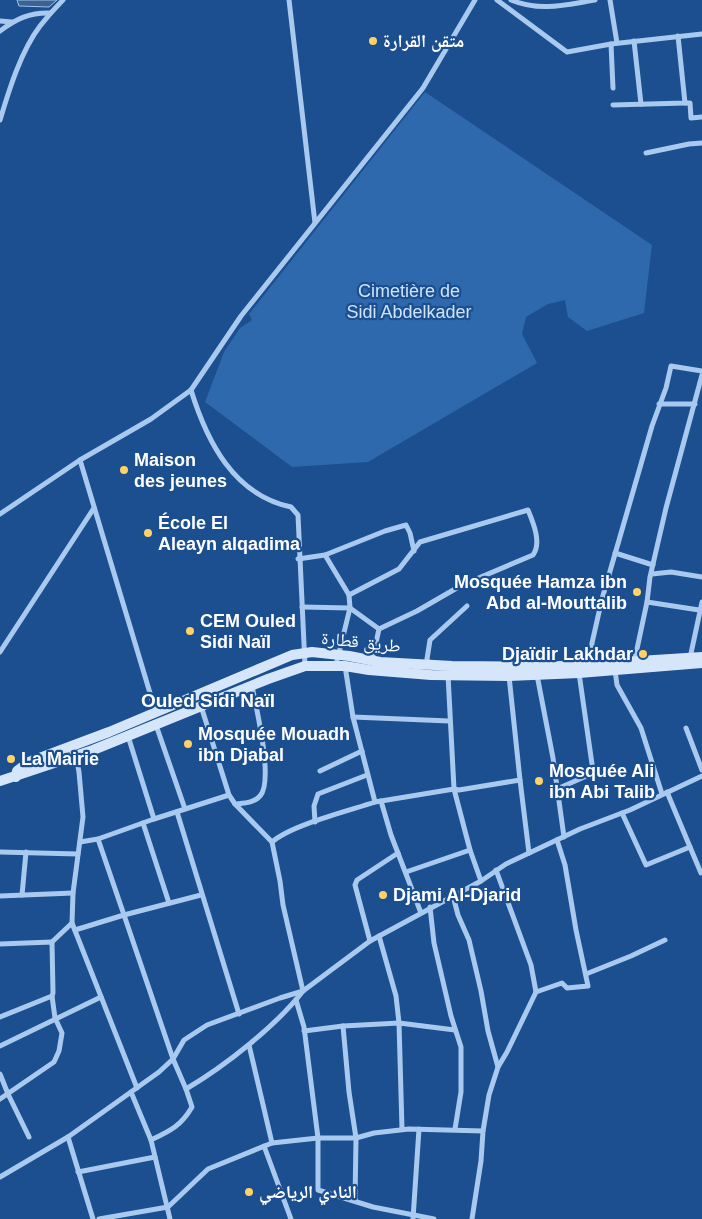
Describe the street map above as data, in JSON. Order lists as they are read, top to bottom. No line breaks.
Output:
{"streets":{"main road":["طريق قطارة"]},"districts":["Ouled Sidi Naïl"],"parks":["Cimetière de Sidi Abdelkader"],"places":["متقن القرارة","Maison des jeunes","École El Aleayn alqadima","Mosquée Hamza ibn Abd al-Mouttalib","CEM Ouled Sidi Naïl","Djaïdir Lakhdar","Mosquée Mouadh ibn Djabal","La Mairie","Mosquée Ali ibn Abi Talib","Djami Al-Djarid","النادي الرياضي"]}
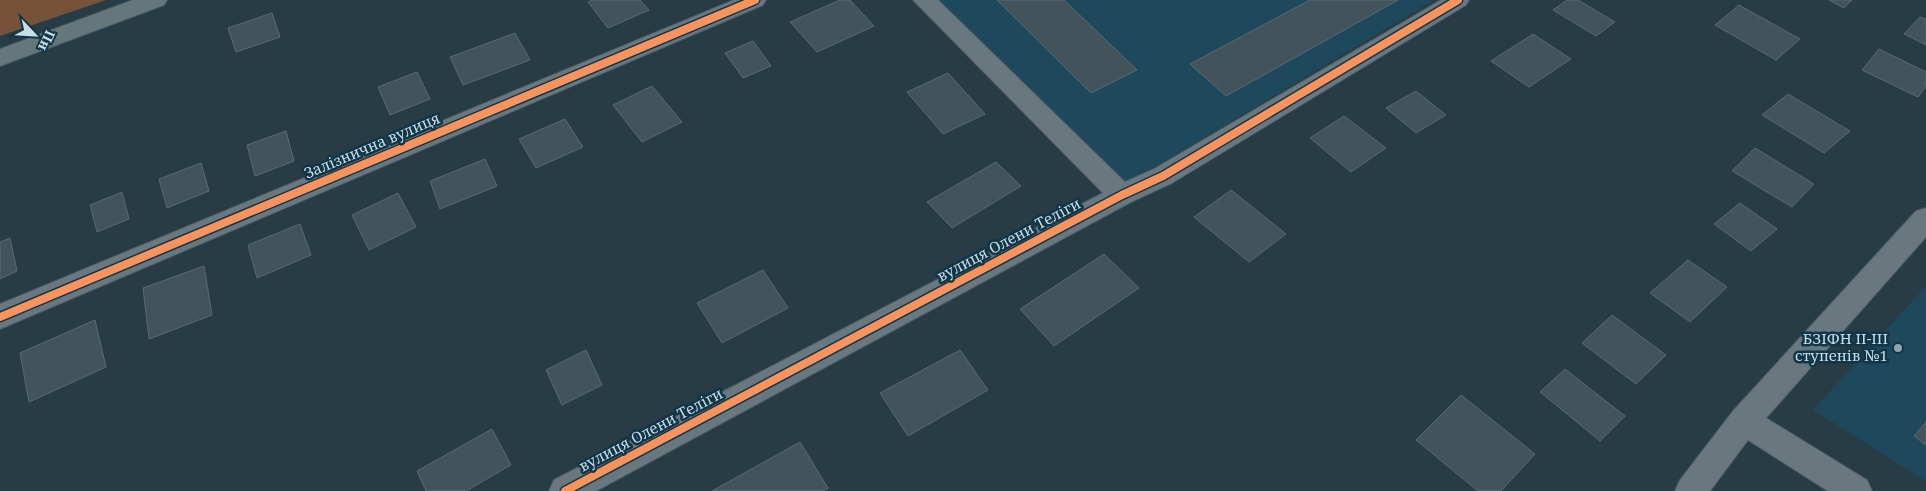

• **What the exercise asks**
Repeat the data word for word. Images are not part of the copy.

• **Solution to this problem**
Describe the street map above as data, in JSON. Order lists as they are read, top to bottom. No line breaks.
Output:
{"streets":{"main road":["طريق قطارة"]},"districts":["Ouled Sidi Naïl"],"parks":["Cimetière de Sidi Abdelkader"],"places":["متقن القرارة","Maison des jeunes","École El Aleayn alqadima","Mosquée Hamza ibn Abd al-Mouttalib","CEM Ouled Sidi Naïl","Djaïdir Lakhdar","Mosquée Mouadh ibn Djabal","La Mairie","Mosquée Ali ibn Abi Talib","Djami Al-Djarid","النادي الرياضي"]}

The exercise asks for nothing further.